Data provided: Begin

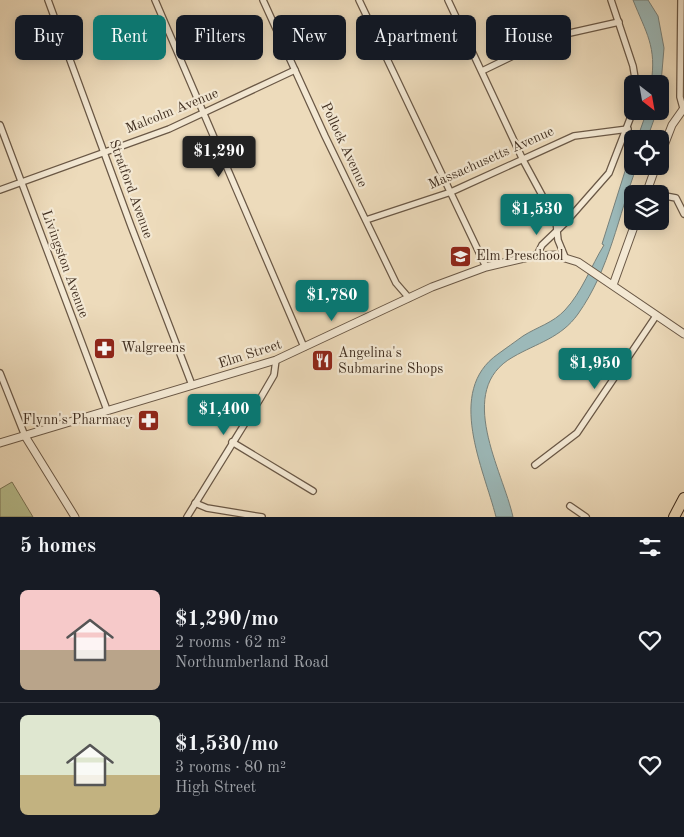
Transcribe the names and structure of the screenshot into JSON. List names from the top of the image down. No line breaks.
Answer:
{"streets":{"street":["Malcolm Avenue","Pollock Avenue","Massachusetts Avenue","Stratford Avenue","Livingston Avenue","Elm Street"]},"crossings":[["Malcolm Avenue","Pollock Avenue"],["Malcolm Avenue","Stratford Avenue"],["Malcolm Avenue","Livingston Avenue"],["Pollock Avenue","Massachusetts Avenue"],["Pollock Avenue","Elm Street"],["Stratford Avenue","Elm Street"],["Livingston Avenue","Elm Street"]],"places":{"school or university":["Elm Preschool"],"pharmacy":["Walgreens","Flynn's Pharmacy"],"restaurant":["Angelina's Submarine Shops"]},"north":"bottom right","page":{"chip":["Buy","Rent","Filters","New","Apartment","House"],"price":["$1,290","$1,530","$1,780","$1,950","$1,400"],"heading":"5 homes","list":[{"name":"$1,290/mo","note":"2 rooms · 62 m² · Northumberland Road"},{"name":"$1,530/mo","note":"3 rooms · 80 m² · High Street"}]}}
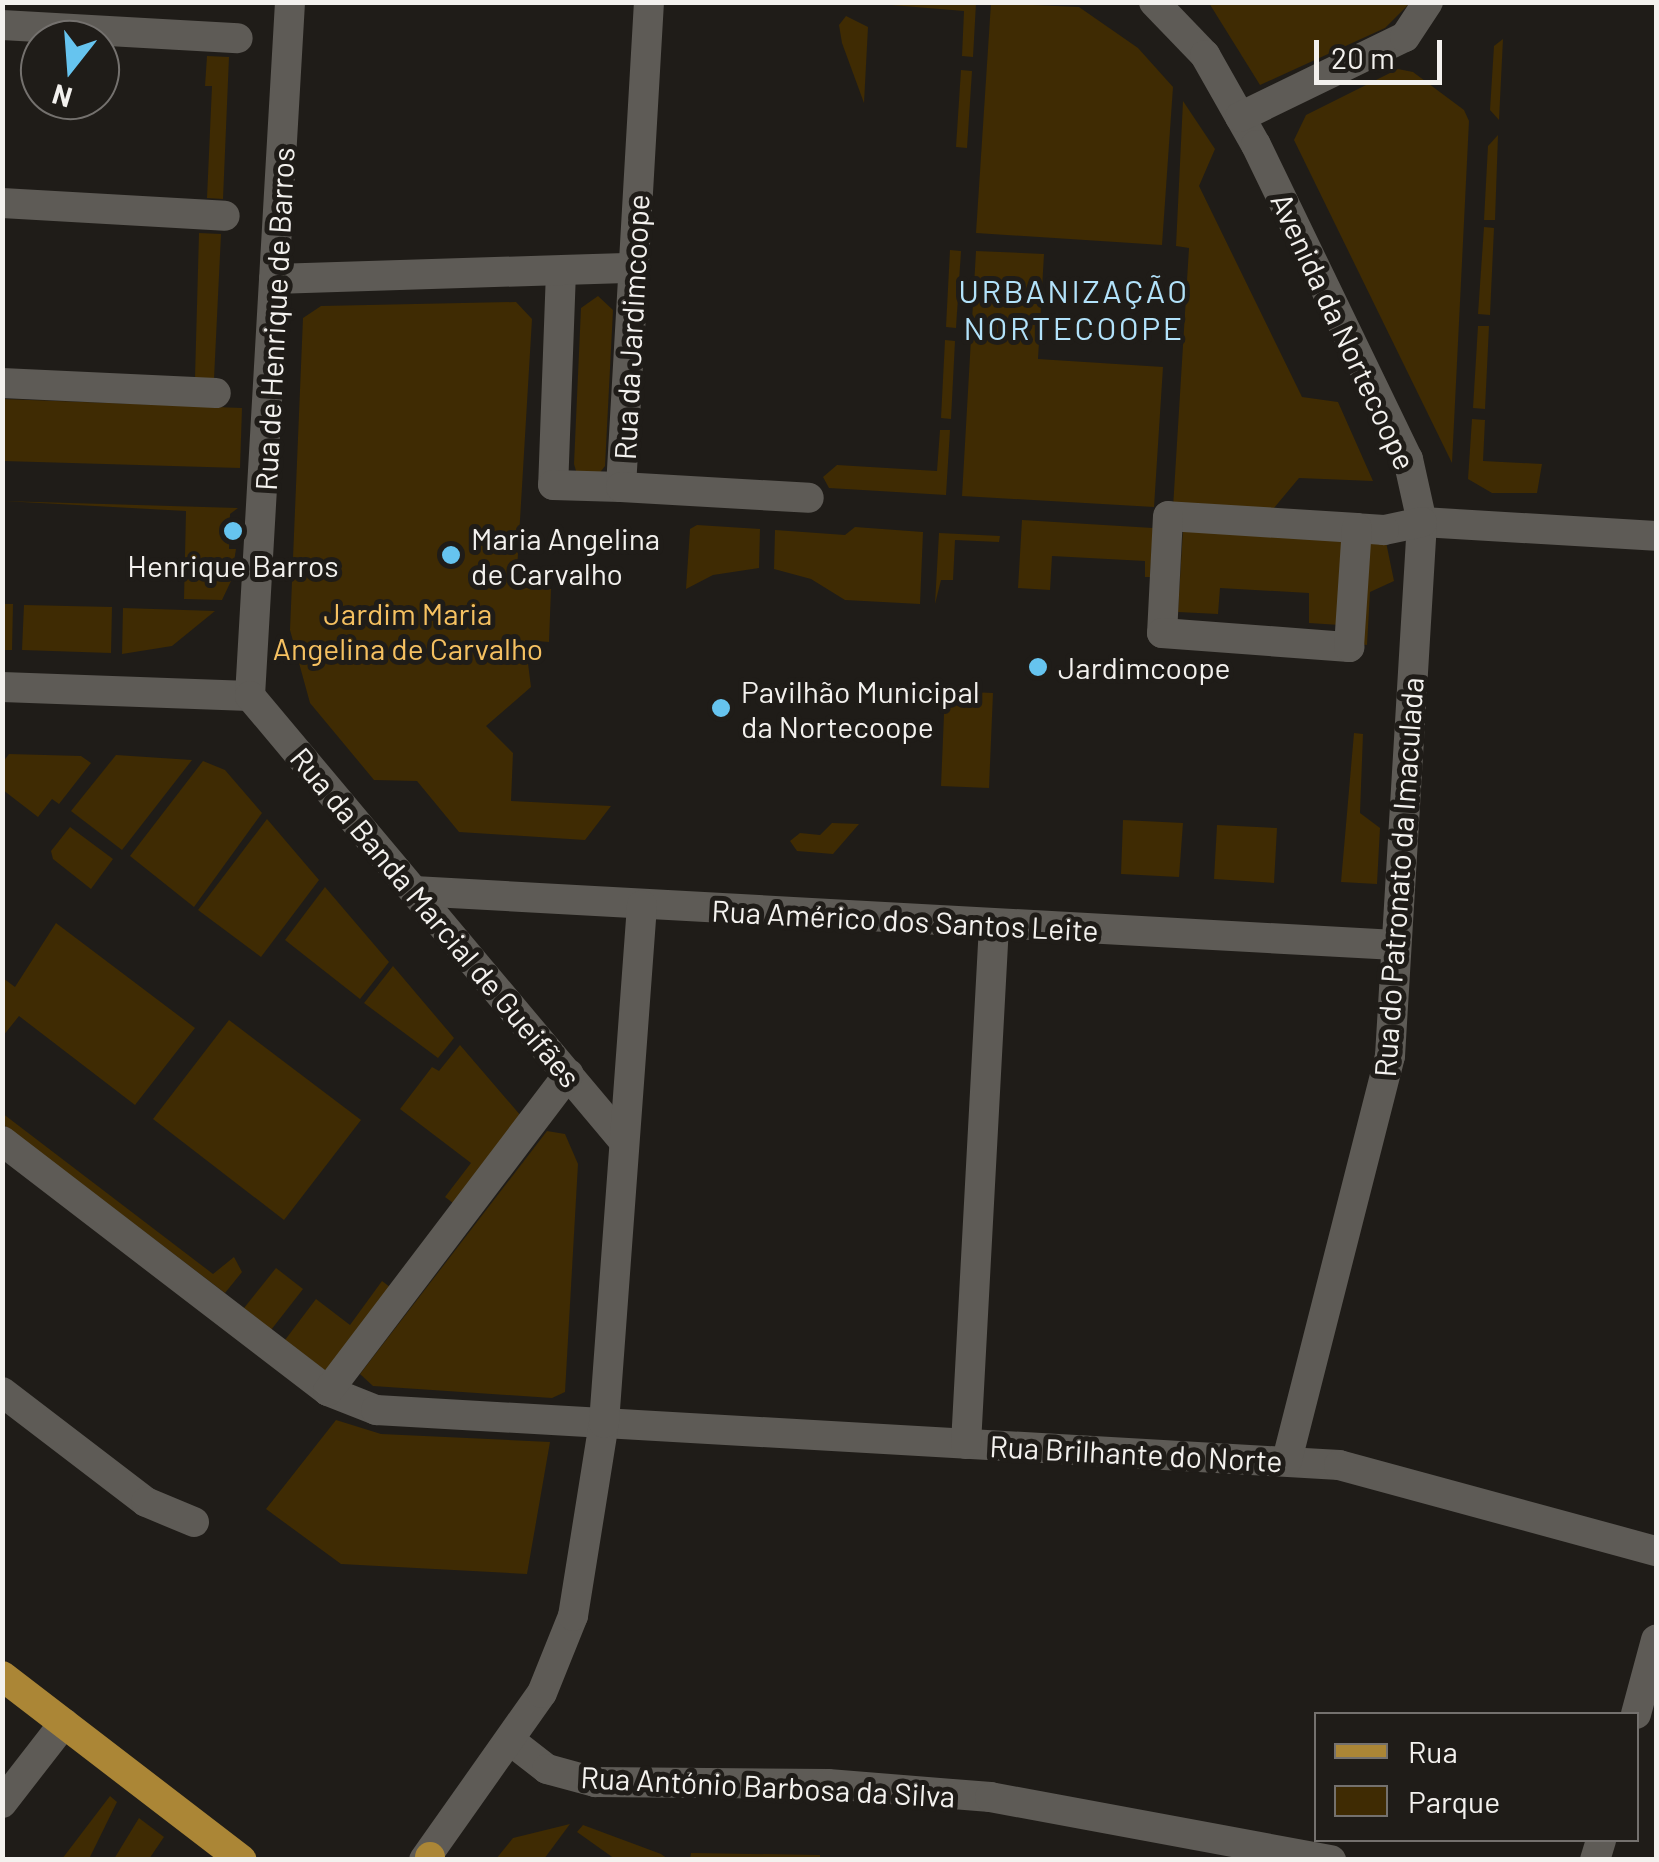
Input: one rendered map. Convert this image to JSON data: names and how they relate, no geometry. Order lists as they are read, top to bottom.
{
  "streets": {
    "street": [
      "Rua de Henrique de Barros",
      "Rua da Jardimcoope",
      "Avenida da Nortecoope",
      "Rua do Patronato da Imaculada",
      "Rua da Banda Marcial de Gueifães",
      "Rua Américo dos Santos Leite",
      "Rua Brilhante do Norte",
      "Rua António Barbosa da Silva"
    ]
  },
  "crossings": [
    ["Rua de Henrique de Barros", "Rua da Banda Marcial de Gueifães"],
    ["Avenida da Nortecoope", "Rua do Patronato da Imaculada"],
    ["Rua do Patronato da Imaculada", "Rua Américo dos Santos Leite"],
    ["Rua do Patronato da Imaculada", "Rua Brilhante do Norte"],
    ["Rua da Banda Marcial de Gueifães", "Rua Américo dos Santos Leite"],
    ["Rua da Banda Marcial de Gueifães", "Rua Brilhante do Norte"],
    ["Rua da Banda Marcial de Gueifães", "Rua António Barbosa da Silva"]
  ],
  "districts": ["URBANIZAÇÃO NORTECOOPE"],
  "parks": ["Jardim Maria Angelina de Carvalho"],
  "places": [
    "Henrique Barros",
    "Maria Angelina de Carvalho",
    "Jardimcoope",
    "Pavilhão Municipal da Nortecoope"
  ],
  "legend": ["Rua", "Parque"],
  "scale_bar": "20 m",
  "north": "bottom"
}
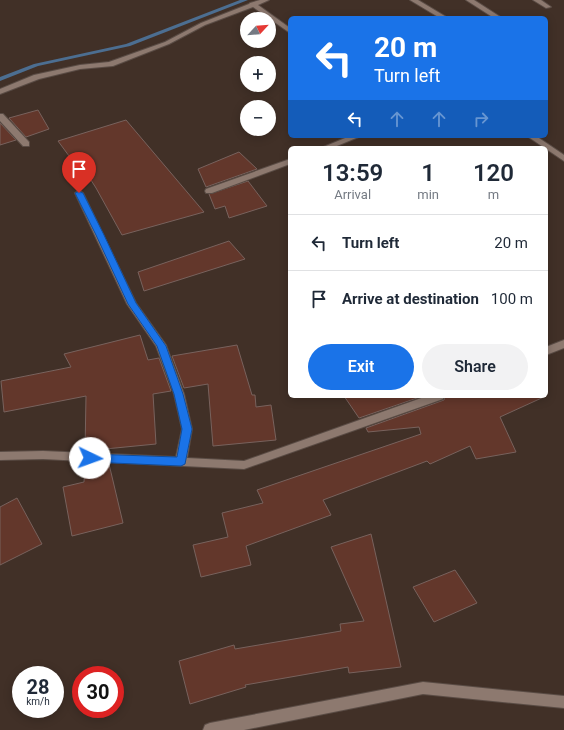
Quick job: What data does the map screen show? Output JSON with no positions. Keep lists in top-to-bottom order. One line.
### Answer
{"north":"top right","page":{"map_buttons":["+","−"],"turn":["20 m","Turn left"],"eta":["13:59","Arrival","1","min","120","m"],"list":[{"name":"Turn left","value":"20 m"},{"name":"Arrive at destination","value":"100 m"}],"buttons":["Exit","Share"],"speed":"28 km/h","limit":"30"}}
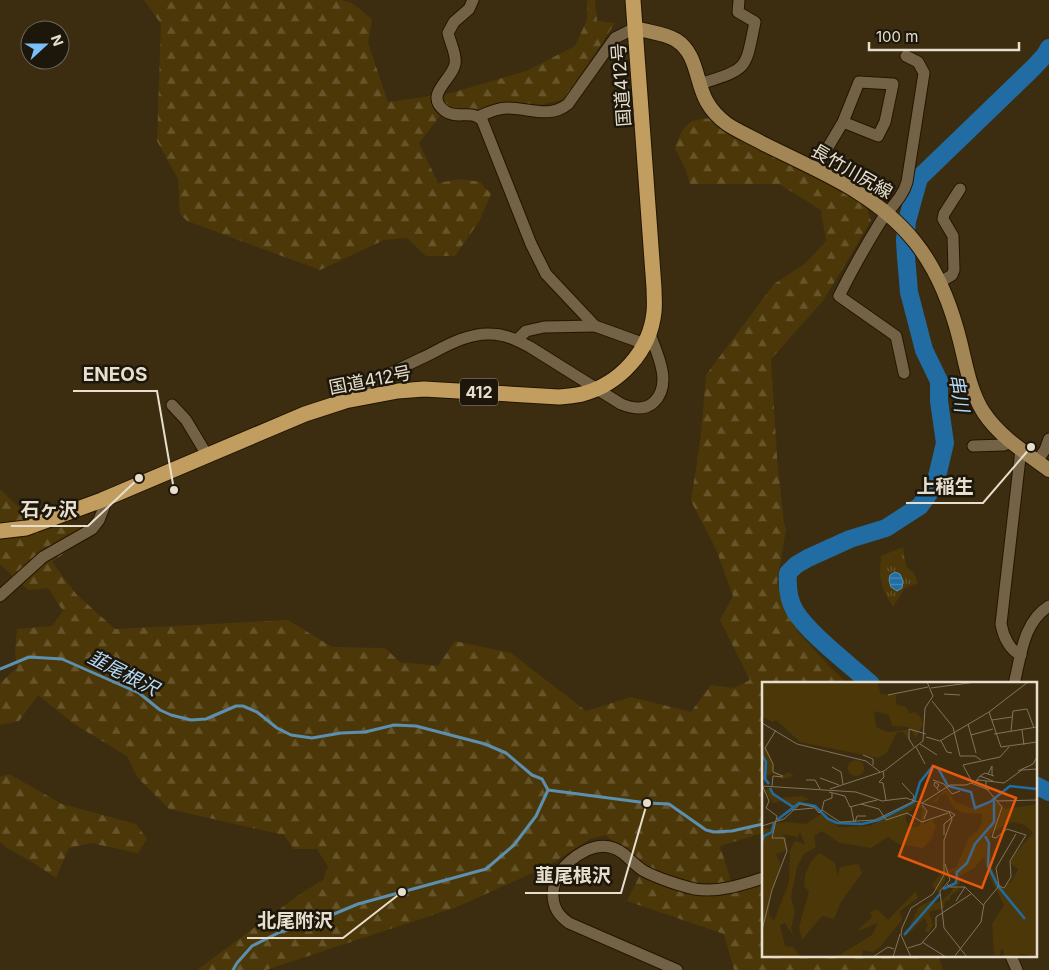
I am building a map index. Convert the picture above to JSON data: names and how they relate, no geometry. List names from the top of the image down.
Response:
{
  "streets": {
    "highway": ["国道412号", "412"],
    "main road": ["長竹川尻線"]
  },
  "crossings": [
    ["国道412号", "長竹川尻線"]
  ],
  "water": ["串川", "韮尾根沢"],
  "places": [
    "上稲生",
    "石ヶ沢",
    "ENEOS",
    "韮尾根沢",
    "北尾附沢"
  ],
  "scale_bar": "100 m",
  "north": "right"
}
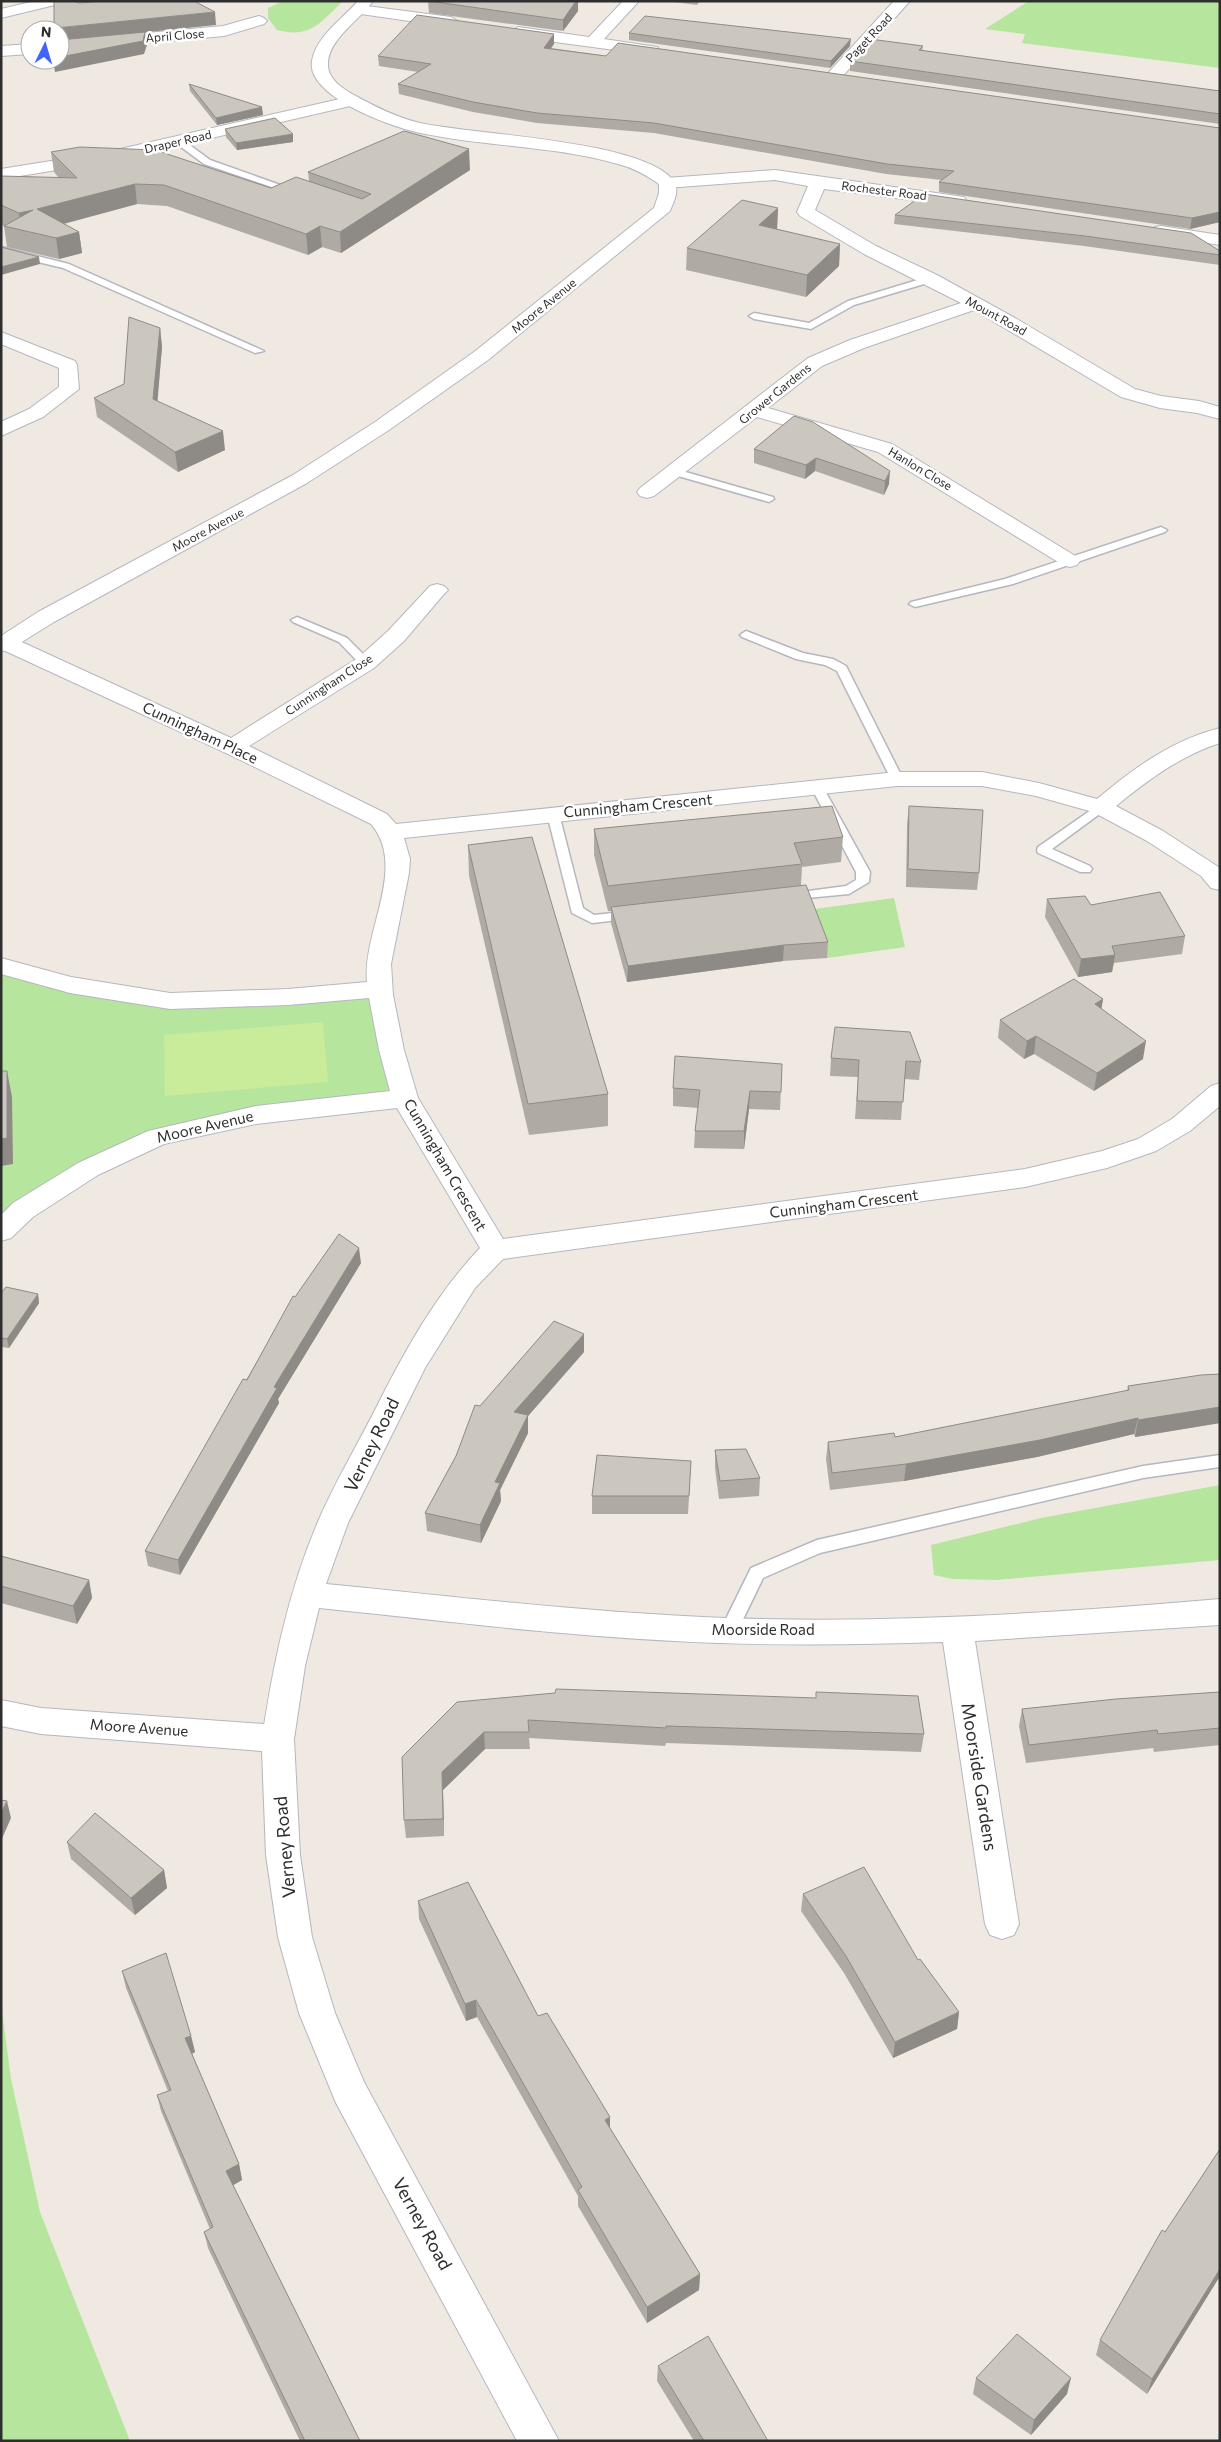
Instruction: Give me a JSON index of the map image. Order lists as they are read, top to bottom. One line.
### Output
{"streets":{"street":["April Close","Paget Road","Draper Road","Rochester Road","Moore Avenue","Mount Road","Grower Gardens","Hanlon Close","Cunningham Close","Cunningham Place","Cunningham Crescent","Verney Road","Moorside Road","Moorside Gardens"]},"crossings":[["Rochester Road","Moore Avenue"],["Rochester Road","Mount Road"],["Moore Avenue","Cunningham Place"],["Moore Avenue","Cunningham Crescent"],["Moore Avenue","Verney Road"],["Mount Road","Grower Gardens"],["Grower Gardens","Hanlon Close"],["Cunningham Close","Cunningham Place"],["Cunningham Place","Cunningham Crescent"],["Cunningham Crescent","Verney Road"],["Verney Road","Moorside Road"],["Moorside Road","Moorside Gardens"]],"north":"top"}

Data provided: End

What is being asked: What lines in the records contain the word "from"? Return each one.

Written solution:
Transcribe the names and structure of the screenshot into JSON. List names from the top of the image down. No line breaks.
I am building a map index. Convert the picture above to JSON data: names and how they relate, no geometry. List names from the top of the image down.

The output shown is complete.